- What you need to do:
What is needed is a copy of each line in the listing that contains "white".

- Material to process:
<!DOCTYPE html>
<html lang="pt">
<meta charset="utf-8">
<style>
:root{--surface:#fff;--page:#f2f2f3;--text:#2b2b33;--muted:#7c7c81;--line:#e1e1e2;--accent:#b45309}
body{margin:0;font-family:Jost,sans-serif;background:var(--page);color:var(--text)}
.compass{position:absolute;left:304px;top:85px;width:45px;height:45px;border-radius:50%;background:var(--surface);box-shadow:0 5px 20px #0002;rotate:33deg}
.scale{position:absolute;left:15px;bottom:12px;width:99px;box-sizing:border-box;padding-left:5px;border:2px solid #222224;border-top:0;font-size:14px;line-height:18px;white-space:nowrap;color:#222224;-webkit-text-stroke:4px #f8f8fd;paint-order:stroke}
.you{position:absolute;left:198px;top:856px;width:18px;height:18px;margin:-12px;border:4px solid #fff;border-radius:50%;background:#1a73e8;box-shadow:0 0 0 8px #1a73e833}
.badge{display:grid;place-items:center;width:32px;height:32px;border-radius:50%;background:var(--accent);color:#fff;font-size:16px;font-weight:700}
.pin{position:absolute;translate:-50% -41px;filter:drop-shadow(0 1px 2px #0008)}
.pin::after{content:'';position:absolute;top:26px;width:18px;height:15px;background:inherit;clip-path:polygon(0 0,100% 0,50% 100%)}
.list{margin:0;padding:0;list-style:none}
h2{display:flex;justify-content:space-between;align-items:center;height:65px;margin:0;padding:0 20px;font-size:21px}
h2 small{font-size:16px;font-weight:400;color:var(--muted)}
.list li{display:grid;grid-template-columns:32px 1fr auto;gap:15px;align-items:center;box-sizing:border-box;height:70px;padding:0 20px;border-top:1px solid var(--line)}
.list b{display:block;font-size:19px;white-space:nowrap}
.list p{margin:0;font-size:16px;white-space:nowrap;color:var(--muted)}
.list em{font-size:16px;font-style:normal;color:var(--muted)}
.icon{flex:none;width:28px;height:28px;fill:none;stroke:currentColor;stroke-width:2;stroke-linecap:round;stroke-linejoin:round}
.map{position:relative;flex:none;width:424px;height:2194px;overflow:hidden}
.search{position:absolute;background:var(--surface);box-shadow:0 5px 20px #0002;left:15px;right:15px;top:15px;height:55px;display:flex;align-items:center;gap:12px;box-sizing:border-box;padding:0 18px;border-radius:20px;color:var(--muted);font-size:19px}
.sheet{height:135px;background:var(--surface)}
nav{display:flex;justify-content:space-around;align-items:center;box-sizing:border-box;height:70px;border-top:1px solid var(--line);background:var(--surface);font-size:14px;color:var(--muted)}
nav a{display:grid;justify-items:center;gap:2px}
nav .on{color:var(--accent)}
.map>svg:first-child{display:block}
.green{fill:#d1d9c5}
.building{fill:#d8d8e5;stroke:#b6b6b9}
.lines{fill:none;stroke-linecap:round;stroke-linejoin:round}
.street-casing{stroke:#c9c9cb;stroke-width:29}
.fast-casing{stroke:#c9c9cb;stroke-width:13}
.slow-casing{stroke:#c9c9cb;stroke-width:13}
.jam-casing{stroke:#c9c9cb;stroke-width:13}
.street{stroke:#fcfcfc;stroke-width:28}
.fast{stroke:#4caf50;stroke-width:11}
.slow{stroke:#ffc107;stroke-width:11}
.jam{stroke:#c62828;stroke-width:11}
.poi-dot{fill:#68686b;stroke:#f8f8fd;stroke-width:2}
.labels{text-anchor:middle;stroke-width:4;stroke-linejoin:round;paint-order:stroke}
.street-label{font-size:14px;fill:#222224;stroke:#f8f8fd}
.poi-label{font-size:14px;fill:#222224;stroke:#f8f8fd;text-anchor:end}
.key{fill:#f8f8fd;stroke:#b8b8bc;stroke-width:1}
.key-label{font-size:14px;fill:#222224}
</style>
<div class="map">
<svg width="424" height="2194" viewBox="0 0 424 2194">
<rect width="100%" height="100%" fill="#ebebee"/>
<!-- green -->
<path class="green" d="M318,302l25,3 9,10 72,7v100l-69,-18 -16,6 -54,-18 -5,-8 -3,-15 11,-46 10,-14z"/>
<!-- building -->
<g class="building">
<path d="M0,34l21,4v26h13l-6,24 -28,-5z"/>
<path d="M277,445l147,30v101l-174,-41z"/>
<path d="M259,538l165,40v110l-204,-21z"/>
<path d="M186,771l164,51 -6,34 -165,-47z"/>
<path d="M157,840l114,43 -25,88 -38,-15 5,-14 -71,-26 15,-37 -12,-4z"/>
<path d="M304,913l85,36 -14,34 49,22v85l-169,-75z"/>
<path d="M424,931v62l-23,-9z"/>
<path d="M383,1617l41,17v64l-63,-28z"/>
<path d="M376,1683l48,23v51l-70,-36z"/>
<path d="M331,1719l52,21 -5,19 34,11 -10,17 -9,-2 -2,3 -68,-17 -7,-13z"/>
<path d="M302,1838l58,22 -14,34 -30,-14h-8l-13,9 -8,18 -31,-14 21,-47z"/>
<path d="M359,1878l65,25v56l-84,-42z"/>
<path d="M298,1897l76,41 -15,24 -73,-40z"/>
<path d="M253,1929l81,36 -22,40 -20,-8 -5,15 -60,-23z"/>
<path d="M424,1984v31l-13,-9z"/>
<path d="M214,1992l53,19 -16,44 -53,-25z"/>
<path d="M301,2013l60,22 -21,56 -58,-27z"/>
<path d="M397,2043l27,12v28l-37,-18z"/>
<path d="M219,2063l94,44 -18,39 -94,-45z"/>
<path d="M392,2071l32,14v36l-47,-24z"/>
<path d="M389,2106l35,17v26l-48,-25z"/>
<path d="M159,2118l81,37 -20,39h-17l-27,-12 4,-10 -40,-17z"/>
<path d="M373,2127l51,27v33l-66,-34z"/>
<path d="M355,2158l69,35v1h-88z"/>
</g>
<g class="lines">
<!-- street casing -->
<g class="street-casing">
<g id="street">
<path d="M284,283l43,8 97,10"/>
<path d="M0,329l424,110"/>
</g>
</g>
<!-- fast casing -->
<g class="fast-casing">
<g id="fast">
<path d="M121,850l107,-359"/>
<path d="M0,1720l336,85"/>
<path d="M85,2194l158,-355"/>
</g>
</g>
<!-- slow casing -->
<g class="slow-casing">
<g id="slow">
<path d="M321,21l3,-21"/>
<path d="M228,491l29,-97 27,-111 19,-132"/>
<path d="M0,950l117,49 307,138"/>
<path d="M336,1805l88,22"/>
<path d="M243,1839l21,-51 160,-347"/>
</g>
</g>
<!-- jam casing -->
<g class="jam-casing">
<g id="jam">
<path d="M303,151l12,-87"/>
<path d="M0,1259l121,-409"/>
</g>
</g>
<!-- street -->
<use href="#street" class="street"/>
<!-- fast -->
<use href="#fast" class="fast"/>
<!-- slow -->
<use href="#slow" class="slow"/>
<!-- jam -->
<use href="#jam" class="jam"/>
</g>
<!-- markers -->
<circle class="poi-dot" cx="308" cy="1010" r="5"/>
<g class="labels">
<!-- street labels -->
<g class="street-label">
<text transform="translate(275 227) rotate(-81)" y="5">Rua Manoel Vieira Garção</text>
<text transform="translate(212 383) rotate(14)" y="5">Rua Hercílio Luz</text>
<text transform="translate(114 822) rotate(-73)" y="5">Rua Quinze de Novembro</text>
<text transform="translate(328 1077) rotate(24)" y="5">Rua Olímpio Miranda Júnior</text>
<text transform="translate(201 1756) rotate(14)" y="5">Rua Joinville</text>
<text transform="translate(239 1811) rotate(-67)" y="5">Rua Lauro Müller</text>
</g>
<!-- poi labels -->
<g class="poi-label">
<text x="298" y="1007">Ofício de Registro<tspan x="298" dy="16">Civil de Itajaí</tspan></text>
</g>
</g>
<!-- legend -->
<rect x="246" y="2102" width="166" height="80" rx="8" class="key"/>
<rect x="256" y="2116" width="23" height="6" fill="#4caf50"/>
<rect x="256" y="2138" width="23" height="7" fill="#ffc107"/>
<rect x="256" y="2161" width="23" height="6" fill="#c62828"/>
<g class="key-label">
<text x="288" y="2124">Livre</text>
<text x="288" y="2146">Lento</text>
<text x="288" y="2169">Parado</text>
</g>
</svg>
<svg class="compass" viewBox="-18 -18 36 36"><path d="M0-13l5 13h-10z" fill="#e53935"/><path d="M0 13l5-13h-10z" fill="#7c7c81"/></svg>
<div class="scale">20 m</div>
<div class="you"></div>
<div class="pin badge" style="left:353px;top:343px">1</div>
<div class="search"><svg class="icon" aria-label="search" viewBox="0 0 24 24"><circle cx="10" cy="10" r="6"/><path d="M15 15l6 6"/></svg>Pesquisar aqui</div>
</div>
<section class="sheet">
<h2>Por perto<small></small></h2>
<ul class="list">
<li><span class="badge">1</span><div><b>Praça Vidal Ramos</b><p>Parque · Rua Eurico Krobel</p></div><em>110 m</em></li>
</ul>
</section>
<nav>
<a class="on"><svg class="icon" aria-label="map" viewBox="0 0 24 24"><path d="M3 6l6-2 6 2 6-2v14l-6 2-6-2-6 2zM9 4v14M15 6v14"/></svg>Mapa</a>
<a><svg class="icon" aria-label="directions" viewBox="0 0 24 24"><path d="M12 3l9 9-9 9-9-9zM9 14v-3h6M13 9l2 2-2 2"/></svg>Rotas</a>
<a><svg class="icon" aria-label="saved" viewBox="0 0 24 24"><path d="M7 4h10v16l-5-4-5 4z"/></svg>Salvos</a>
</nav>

- Task response:
.scale{position:absolute;left:15px;bottom:12px;width:99px;box-sizing:border-box;padding-left:5px;border:2px solid #222224;border-top:0;font-size:14px;line-height:18px;white-space:nowrap;color:#222224;-webkit-text-stroke:4px #f8f8fd;paint-order:stroke}
.list b{display:block;font-size:19px;white-space:nowrap}
.list p{margin:0;font-size:16px;white-space:nowrap;color:var(--muted)}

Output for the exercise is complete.